Granted, that is a pretty small number considering the average of 40,000 encounters between police and American citizens every year. The Press Herald found it easier to compile statistics for Maine given its relatively low rate of violent crime. The investigation found that “[i]n Maine, 42 percent of people shot by police since 2000 — and 58 percent of those who died from their injuries — had mental health problems, according to reports from the Maine Attorney General’s Office. In many cases, the officers knew that the subjects were disturbed, and they were dead in a matter of moments. “
Here are some other statistics from this report:
In New Hampshire, four of five people shot and killed by police in 2011 had mental health issues (80 percent); a sixth person shot by police also was mentally ill but survived, according to reports from the state’s Office of the Attorney General.
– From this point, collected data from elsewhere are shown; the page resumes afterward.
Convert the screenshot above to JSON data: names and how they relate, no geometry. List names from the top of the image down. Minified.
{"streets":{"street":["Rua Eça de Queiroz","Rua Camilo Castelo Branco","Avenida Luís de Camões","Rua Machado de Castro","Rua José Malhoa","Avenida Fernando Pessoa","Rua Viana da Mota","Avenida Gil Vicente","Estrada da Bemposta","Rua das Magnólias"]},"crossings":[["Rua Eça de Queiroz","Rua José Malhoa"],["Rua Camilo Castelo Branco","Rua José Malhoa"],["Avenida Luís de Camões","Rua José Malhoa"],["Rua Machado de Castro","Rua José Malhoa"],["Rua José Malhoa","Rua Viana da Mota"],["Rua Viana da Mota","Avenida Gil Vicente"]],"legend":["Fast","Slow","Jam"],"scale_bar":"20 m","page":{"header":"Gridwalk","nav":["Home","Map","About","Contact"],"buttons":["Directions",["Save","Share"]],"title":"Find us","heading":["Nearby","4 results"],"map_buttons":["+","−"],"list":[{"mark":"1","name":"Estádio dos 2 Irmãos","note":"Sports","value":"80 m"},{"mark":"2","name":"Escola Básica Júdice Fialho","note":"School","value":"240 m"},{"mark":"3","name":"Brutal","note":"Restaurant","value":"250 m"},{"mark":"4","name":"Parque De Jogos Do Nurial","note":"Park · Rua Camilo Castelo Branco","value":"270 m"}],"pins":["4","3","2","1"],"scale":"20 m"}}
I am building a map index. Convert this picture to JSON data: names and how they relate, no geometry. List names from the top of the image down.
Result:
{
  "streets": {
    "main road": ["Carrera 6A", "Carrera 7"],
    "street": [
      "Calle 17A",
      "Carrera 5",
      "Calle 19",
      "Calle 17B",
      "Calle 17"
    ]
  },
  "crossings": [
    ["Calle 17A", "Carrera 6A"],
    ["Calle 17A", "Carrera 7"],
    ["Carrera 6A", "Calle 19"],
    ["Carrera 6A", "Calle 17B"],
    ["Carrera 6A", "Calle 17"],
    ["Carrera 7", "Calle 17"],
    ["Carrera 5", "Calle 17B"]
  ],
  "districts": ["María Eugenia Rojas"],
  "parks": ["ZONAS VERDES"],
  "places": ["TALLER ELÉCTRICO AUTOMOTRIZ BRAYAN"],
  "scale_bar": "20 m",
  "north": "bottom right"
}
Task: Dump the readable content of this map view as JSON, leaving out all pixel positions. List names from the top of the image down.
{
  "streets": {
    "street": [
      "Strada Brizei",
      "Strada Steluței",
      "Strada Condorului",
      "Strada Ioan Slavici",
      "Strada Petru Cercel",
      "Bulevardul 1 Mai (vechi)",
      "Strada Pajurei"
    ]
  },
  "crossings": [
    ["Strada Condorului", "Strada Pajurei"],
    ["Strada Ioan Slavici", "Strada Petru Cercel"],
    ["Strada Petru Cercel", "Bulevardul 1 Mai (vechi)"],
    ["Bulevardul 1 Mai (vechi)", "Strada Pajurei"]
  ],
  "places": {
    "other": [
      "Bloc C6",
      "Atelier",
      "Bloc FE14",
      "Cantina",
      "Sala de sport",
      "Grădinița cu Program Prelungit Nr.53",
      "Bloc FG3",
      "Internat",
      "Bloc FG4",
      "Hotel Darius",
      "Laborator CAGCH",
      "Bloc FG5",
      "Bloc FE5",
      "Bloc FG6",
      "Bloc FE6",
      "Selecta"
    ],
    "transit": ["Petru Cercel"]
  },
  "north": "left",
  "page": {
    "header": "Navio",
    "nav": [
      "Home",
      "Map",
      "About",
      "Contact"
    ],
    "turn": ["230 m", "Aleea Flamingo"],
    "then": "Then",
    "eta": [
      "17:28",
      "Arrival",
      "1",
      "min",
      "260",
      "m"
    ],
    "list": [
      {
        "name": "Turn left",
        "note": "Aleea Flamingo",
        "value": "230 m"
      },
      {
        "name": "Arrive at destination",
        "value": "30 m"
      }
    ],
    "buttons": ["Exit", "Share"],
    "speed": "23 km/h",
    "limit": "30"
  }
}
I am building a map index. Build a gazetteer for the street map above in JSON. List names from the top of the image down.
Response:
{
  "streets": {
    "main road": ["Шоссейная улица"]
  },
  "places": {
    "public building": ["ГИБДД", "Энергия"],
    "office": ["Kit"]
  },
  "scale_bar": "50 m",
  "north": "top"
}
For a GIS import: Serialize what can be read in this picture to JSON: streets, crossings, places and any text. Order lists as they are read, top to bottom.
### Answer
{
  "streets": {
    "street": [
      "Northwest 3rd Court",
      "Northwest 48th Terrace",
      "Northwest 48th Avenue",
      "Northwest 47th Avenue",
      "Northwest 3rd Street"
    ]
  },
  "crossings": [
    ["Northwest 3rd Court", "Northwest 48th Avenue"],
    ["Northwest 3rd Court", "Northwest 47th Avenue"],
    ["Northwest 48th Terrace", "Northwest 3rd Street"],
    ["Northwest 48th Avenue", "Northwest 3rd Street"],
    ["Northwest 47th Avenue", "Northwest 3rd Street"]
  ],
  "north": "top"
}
All six shootings were found to be justified. A review of the New Hampshire attorney general’s reports on police shootings from 2007 through 2012 showed that seven of nine people killed by officers during that period had mental health issues (78 percent).
In Syracuse, N.Y., three of five people (60 percent) shot by police in 2011 were mentally ill, according to news reports. One of three people who died in those shootings was mentally ill.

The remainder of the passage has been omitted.